§ WHAT NEEDS TO BE DONE
The entries below contain a stretch that opens with the line containing "What data does the image" and closes with the line containing "Convert the map"; set down that stretch exactly, both ends included, and nothing else.

§ SOURCE INFORMATION
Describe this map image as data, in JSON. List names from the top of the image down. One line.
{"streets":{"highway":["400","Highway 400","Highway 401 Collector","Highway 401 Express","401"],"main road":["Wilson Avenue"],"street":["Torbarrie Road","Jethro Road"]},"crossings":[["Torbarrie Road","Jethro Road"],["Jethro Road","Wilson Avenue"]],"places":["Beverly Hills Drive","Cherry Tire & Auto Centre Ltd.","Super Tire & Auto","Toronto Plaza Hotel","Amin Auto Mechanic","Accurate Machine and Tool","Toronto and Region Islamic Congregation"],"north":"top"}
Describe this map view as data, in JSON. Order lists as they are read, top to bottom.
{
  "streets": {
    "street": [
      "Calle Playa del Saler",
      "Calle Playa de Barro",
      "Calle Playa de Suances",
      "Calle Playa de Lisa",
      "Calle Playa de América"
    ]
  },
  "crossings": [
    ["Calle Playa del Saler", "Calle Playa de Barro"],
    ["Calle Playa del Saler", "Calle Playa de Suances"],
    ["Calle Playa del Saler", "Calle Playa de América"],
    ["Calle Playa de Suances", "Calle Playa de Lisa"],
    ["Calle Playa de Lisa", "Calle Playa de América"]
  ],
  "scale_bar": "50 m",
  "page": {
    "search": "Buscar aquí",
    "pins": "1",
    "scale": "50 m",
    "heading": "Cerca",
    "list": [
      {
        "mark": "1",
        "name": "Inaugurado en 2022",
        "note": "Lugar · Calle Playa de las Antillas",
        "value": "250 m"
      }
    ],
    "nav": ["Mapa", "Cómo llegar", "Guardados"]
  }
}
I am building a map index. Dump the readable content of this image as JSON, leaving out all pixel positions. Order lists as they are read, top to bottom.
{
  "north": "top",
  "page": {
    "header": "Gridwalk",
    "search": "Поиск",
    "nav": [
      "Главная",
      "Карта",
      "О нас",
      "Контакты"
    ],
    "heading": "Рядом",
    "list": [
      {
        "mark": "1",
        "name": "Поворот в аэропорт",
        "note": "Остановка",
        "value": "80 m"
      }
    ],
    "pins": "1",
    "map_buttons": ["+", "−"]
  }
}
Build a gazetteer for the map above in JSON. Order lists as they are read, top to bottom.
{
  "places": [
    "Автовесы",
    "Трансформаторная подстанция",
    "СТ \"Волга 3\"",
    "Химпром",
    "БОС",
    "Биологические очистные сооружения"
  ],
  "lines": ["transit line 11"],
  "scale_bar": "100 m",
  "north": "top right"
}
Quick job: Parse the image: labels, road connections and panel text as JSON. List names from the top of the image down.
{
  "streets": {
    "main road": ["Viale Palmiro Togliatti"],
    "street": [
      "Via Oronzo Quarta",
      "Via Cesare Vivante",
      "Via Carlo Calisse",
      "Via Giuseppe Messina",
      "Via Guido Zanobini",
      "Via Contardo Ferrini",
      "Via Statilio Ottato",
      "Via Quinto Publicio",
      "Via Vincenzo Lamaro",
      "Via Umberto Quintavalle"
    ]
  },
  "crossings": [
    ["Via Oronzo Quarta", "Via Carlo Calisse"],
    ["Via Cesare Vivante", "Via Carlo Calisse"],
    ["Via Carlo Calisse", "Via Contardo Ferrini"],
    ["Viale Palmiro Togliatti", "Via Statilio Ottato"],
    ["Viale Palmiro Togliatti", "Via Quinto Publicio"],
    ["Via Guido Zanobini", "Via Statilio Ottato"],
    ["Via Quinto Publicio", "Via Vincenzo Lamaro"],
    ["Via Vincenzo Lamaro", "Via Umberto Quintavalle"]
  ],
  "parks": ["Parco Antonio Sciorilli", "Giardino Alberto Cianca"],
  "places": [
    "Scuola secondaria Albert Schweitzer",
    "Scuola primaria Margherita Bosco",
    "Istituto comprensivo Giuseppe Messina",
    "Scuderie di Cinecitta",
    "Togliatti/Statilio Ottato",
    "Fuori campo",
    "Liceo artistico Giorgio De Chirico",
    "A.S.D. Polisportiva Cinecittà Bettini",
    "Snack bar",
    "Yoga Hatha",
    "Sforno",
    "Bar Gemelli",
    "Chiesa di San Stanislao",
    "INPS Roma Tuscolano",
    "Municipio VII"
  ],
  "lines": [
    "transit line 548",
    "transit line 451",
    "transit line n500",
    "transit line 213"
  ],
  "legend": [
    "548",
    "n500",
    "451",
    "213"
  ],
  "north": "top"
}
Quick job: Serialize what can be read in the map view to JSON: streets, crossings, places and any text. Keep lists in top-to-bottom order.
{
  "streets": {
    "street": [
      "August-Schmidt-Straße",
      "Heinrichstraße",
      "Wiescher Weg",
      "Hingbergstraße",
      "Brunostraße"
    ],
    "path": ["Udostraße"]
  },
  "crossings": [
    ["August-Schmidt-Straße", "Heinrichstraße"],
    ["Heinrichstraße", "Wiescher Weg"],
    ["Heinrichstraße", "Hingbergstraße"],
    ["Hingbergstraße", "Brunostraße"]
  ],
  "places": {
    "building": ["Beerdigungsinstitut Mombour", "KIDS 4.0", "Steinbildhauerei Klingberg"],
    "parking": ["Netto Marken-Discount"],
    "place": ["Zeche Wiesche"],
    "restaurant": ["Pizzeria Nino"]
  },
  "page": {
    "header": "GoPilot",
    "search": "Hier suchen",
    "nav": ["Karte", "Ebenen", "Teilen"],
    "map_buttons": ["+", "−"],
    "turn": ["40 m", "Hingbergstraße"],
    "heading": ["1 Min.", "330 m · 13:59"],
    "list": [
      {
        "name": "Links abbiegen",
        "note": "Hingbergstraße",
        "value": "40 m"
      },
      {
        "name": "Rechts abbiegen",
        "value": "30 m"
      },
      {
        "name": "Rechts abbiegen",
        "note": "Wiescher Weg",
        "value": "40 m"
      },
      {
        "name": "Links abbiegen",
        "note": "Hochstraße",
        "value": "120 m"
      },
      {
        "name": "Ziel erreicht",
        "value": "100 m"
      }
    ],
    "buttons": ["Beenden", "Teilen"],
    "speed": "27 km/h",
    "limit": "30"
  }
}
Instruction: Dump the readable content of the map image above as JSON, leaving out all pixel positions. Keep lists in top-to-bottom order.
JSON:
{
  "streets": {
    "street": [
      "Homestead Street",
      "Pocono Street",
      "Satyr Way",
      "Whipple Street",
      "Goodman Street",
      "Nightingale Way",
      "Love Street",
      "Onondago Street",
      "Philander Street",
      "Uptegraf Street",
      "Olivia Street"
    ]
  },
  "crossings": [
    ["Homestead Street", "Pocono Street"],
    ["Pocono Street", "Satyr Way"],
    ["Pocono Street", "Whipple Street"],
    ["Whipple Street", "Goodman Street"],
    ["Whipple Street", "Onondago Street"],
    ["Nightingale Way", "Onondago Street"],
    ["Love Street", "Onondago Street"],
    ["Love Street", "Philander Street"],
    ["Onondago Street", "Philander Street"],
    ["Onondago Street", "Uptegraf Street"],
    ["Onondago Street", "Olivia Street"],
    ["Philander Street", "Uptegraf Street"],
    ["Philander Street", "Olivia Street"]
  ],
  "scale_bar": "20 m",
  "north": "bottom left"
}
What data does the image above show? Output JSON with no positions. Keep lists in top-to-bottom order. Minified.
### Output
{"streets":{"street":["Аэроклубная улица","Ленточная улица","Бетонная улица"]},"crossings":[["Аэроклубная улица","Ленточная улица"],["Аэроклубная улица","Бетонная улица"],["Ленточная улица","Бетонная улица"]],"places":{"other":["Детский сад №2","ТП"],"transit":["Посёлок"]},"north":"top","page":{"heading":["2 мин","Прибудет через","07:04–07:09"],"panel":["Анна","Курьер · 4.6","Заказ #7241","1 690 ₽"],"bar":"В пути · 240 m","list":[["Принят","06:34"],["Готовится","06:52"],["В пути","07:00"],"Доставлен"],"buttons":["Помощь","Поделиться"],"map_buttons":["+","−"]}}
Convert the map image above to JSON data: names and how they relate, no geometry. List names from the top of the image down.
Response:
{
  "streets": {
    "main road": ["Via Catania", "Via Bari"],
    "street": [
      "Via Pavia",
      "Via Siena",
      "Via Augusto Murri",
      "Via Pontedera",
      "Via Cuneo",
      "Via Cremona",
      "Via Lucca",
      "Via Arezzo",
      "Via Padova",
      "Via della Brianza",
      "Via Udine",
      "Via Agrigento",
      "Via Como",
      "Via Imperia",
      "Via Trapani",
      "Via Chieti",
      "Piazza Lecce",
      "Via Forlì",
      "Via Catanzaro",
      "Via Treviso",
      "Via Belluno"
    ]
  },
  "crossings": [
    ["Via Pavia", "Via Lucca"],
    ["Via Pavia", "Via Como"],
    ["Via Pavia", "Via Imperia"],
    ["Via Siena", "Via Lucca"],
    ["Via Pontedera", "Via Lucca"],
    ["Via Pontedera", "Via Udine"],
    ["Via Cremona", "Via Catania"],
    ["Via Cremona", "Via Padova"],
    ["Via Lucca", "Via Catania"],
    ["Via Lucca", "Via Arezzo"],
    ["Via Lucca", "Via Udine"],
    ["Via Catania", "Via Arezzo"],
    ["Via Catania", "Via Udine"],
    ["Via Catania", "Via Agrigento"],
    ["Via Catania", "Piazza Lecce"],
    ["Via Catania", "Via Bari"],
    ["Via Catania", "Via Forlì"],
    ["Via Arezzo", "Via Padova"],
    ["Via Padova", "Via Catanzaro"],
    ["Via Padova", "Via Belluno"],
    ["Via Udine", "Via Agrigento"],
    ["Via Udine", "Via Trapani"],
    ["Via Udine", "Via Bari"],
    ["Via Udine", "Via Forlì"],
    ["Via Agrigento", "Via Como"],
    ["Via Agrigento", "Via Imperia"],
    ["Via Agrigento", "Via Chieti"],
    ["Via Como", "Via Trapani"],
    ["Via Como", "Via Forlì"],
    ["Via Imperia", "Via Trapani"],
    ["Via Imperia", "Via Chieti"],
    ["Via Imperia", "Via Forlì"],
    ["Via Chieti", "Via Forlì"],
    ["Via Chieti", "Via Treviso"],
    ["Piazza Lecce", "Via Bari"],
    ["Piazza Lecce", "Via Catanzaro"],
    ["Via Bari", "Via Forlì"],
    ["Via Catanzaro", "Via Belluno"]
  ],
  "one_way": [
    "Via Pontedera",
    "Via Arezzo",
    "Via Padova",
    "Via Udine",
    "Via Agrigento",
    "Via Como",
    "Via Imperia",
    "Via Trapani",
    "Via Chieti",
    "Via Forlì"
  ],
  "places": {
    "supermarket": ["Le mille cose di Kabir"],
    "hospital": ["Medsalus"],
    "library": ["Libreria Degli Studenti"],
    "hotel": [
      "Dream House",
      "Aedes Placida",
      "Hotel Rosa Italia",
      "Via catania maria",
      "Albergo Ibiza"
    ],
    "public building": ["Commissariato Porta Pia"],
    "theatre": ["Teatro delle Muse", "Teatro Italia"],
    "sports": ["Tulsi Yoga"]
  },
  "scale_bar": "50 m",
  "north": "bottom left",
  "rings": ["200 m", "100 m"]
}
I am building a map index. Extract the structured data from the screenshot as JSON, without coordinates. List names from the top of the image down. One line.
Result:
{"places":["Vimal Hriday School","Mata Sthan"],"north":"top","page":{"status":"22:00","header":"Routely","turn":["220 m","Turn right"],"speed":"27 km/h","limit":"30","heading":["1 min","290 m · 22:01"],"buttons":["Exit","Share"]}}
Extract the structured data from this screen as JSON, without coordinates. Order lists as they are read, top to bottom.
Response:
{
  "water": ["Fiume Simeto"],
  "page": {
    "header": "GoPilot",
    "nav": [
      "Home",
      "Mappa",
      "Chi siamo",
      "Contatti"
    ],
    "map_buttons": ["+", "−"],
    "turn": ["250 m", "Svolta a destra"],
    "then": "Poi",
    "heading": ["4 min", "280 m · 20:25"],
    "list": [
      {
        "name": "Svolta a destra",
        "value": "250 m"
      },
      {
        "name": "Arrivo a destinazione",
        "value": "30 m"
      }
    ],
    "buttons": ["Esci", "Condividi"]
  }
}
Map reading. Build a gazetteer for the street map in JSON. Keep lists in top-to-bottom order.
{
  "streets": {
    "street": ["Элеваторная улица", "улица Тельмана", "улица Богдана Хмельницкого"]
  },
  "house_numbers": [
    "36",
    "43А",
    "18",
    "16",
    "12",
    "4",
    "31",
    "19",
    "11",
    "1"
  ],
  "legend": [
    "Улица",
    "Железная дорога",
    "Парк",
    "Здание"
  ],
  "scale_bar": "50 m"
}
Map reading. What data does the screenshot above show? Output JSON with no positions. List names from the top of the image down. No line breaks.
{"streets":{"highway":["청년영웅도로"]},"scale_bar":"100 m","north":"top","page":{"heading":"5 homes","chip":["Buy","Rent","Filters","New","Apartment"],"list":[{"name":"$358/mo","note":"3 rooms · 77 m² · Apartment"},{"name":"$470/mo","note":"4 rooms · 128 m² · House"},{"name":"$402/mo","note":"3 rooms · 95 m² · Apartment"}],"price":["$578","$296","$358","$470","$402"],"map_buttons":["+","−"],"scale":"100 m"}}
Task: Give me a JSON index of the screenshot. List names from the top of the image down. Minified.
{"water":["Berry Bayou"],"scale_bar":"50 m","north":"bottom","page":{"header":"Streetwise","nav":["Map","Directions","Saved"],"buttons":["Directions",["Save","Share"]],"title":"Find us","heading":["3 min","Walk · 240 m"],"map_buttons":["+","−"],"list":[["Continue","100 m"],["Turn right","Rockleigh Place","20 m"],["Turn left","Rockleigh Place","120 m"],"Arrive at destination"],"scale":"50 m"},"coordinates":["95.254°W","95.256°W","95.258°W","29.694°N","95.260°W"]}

§ ANSWER TO THE PROBLEM
What data does the image above show? Output JSON with no positions. Keep lists in top-to-bottom order. Minified.
### Output
{"streets":{"street":["Аэроклубная улица","Ленточная улица","Бетонная улица"]},"crossings":[["Аэроклубная улица","Ленточная улица"],["Аэроклубная улица","Бетонная улица"],["Ленточная улица","Бетонная улица"]],"places":{"other":["Детский сад №2","ТП"],"transit":["Посёлок"]},"north":"top","page":{"heading":["2 мин","Прибудет через","07:04–07:09"],"panel":["Анна","Курьер · 4.6","Заказ #7241","1 690 ₽"],"bar":"В пути · 240 m","list":[["Принят","06:34"],["Готовится","06:52"],["В пути","07:00"],"Доставлен"],"buttons":["Помощь","Поделиться"],"map_buttons":["+","−"]}}
Convert the map image above to JSON data: names and how they relate, no geometry. List names from the top of the image down.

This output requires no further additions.